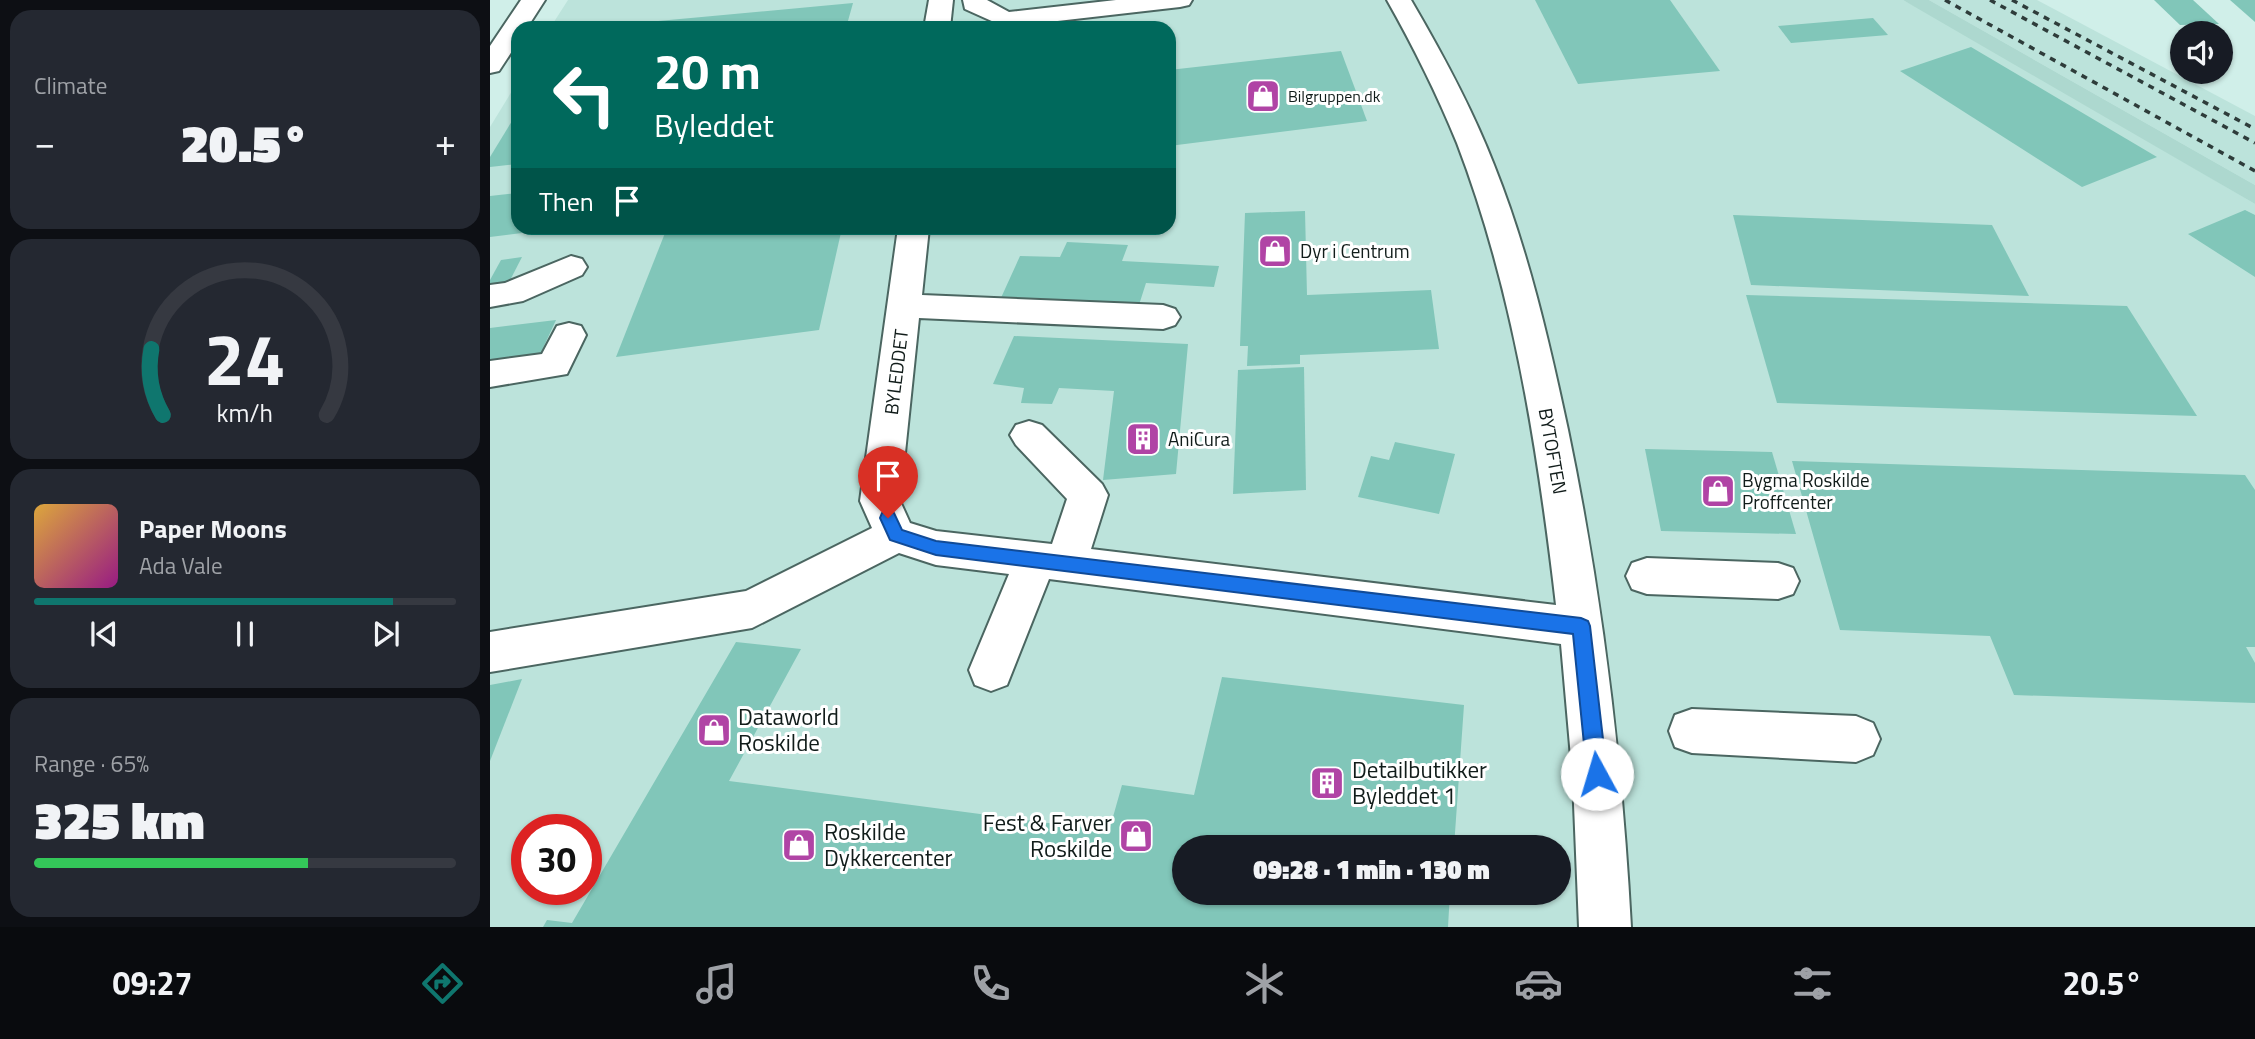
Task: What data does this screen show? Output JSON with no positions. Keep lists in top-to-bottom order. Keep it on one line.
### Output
{"streets":{"street":["BYLEDDET","BYTOFTEN"]},"places":{"shop":["Bilgruppen.dk","Dyr i Centrum","Bygma Roskilde Proffcenter","Dataworld Roskilde","Fest & Farver Roskilde","Roskilde Dykkercenter"],"building":["AniCura","Detailbutikker Byleddet 1"]},"page":{"tile":["Climate",["Range · 65%","325 km"]],"turn":["20 m","Byleddet"],"heat":["−","20.5°","+"],"then":"Then","song":["Paper Moons","Ada Vale"],"limit":"30","trip":"09:28 · 1 min · 130 m","tabs":["09:27","20.5°"],"gauge":["24","km/h"]}}
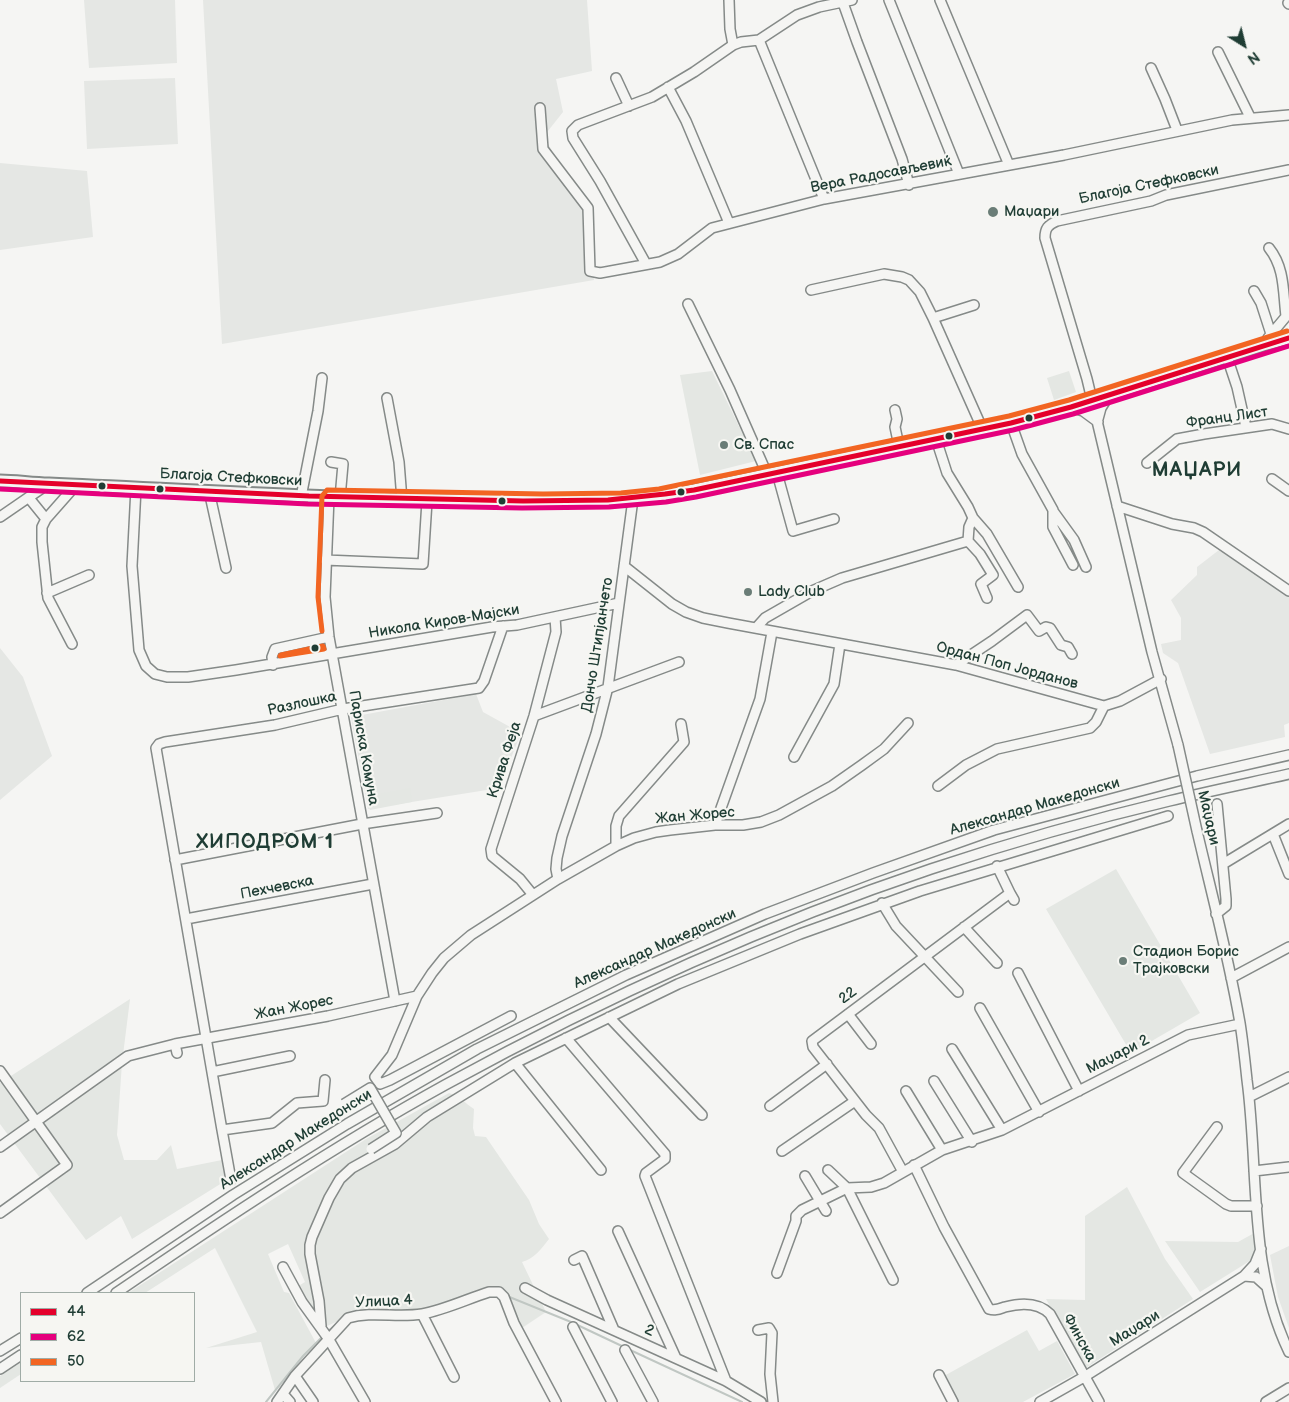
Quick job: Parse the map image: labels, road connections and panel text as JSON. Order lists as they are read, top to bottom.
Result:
{
  "streets": {
    "main road": ["Благоја Стефковски"],
    "street": [
      "Вера Радосављевиќ",
      "Франц Лист",
      "Никола Киров-Мајски",
      "Дончо Штипјанчето",
      "Ордан Поп Јорданов",
      "Разлошка",
      "Париска Комуна",
      "Крива Феја",
      "Александар Македонски",
      "Жан Жорес",
      "Маџари",
      "Пехчевска",
      "22",
      "Маџари 2",
      "Улица 4",
      "2",
      "Финска"
    ]
  },
  "crossings": [
    ["Благоја Стефковски", "Никола Киров-Мајски"],
    ["Благоја Стефковски", "Дончо Штипјанчето"],
    ["Благоја Стефковски", "Париска Комуна"],
    ["Благоја Стефковски", "Маџари"],
    ["Никола Киров-Мајски", "Дончо Штипјанчето"],
    ["Никола Киров-Мајски", "Разлошка"],
    ["Никола Киров-Мајски", "Париска Комуна"],
    ["Никола Киров-Мајски", "Крива Феја"],
    ["Дончо Штипјанчето", "Ордан Поп Јорданов"],
    ["Дончо Штипјанчето", "Жан Жорес"],
    ["Разлошка", "Париска Комуна"],
    ["Париска Комуна", "Жан Жорес"],
    ["Париска Комуна", "Пехчевска"],
    ["Крива Феја", "Жан Жорес"],
    ["Маџари", "Маџари 2"],
    ["Маџари", "Финска"]
  ],
  "districts": ["МАЏАРИ", "ХИПОДРОМ 1"],
  "places": [
    "Маџари",
    "Св. Спас",
    "Lady Club",
    "Стадион Борис Трајковски"
  ],
  "lines": ["transit line 50", "transit line 44", "transit line 62"],
  "legend": ["44", "62", "50"],
  "north": "bottom right"
}
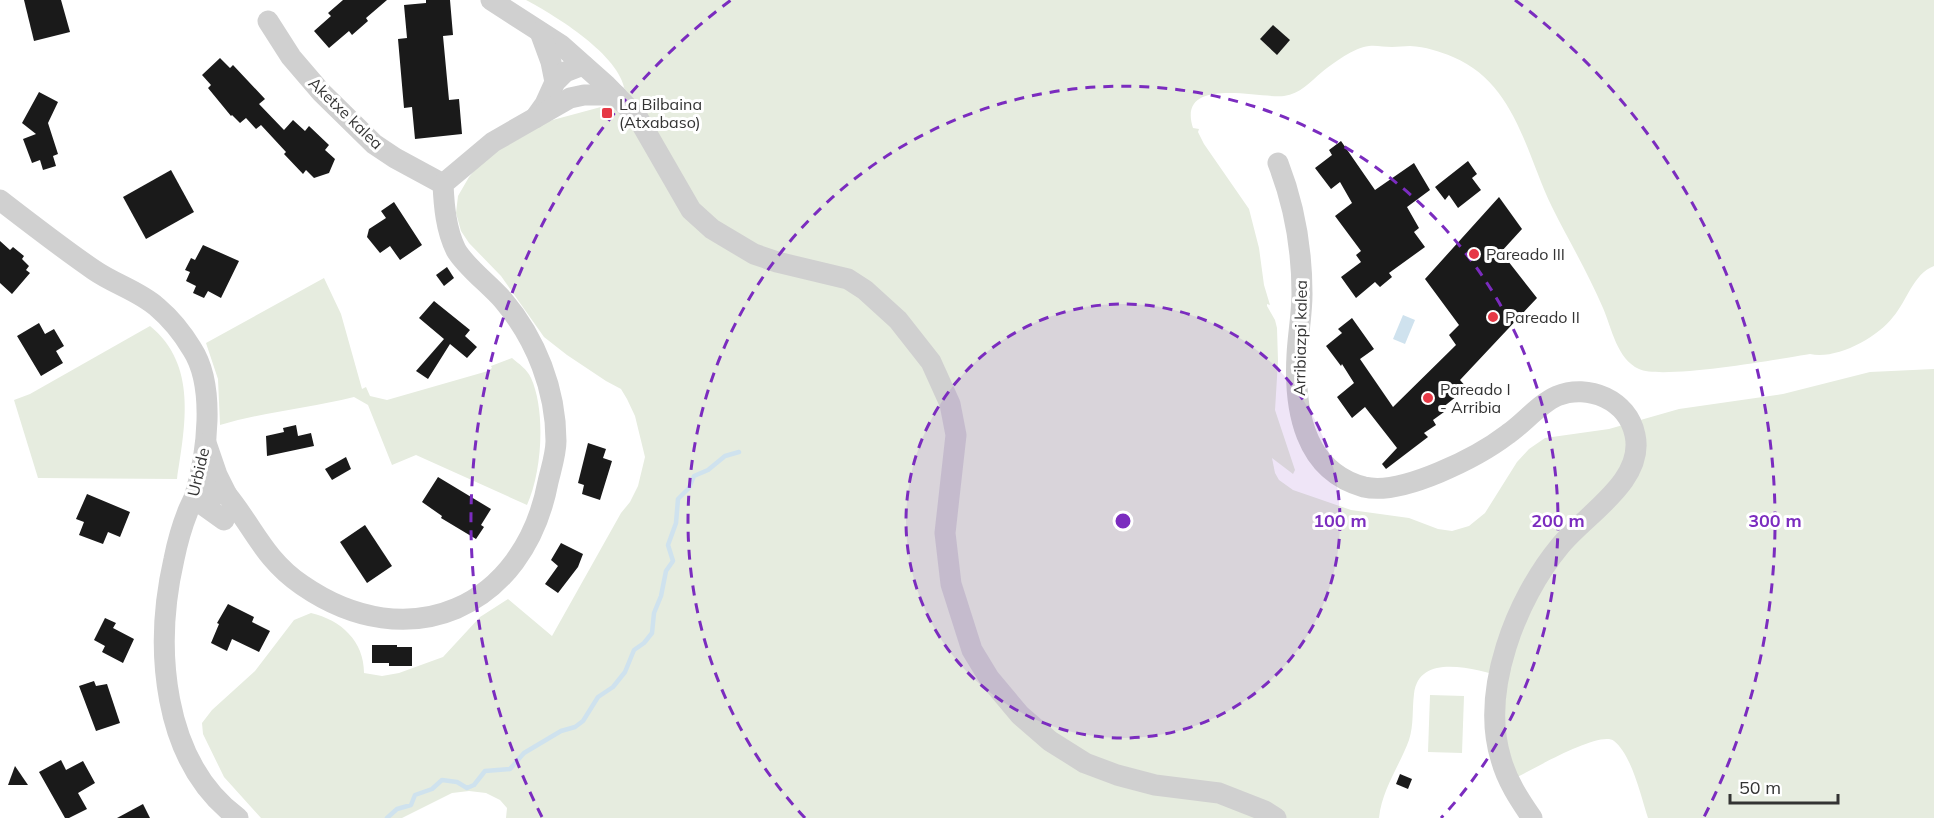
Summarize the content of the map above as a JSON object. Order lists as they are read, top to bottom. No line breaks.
{"streets":{"street":["Aketxe kalea","Arribiazpi kalea","Urbide"]},"places":{"transit":["La Bilbaina (Atxabaso)"],"other":["Pareado III","Pareado II","Pareado I - Arribia"]},"scale_bar":"50 m","rings":["100 m","200 m","300 m"]}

▬▬▬▬▬▬

● What you are asked to do: Your answer must be exactly the lines from the one with "Quick job: Parse" through the final line of the data, with no pictures in it.

● Result below:
Quick job: Parse the map image: labels, road connections and panel text as JSON. Order lists as they are read, top to bottom.
Result:
{
  "streets": {
    "main road": ["Благоја Стефковски"],
    "street": [
      "Вера Радосављевиќ",
      "Франц Лист",
      "Никола Киров-Мајски",
      "Дончо Штипјанчето",
      "Ордан Поп Јорданов",
      "Разлошка",
      "Париска Комуна",
      "Крива Феја",
      "Александар Македонски",
      "Жан Жорес",
      "Маџари",
      "Пехчевска",
      "22",
      "Маџари 2",
      "Улица 4",
      "2",
      "Финска"
    ]
  },
  "crossings": [
    ["Благоја Стефковски", "Никола Киров-Мајски"],
    ["Благоја Стефковски", "Дончо Штипјанчето"],
    ["Благоја Стефковски", "Париска Комуна"],
    ["Благоја Стефковски", "Маџари"],
    ["Никола Киров-Мајски", "Дончо Штипјанчето"],
    ["Никола Киров-Мајски", "Разлошка"],
    ["Никола Киров-Мајски", "Париска Комуна"],
    ["Никола Киров-Мајски", "Крива Феја"],
    ["Дончо Штипјанчето", "Ордан Поп Јорданов"],
    ["Дончо Штипјанчето", "Жан Жорес"],
    ["Разлошка", "Париска Комуна"],
    ["Париска Комуна", "Жан Жорес"],
    ["Париска Комуна", "Пехчевска"],
    ["Крива Феја", "Жан Жорес"],
    ["Маџари", "Маџари 2"],
    ["Маџари", "Финска"]
  ],
  "districts": ["МАЏАРИ", "ХИПОДРОМ 1"],
  "places": [
    "Маџари",
    "Св. Спас",
    "Lady Club",
    "Стадион Борис Трајковски"
  ],
  "lines": ["transit line 50", "transit line 44", "transit line 62"],
  "legend": ["44", "62", "50"],
  "north": "bottom right"
}
Summarize the content of the map above as a JSON object. Order lists as they are read, top to bottom. No line breaks.
{"streets":{"street":["Aketxe kalea","Arribiazpi kalea","Urbide"]},"places":{"transit":["La Bilbaina (Atxabaso)"],"other":["Pareado III","Pareado II","Pareado I - Arribia"]},"scale_bar":"50 m","rings":["100 m","200 m","300 m"]}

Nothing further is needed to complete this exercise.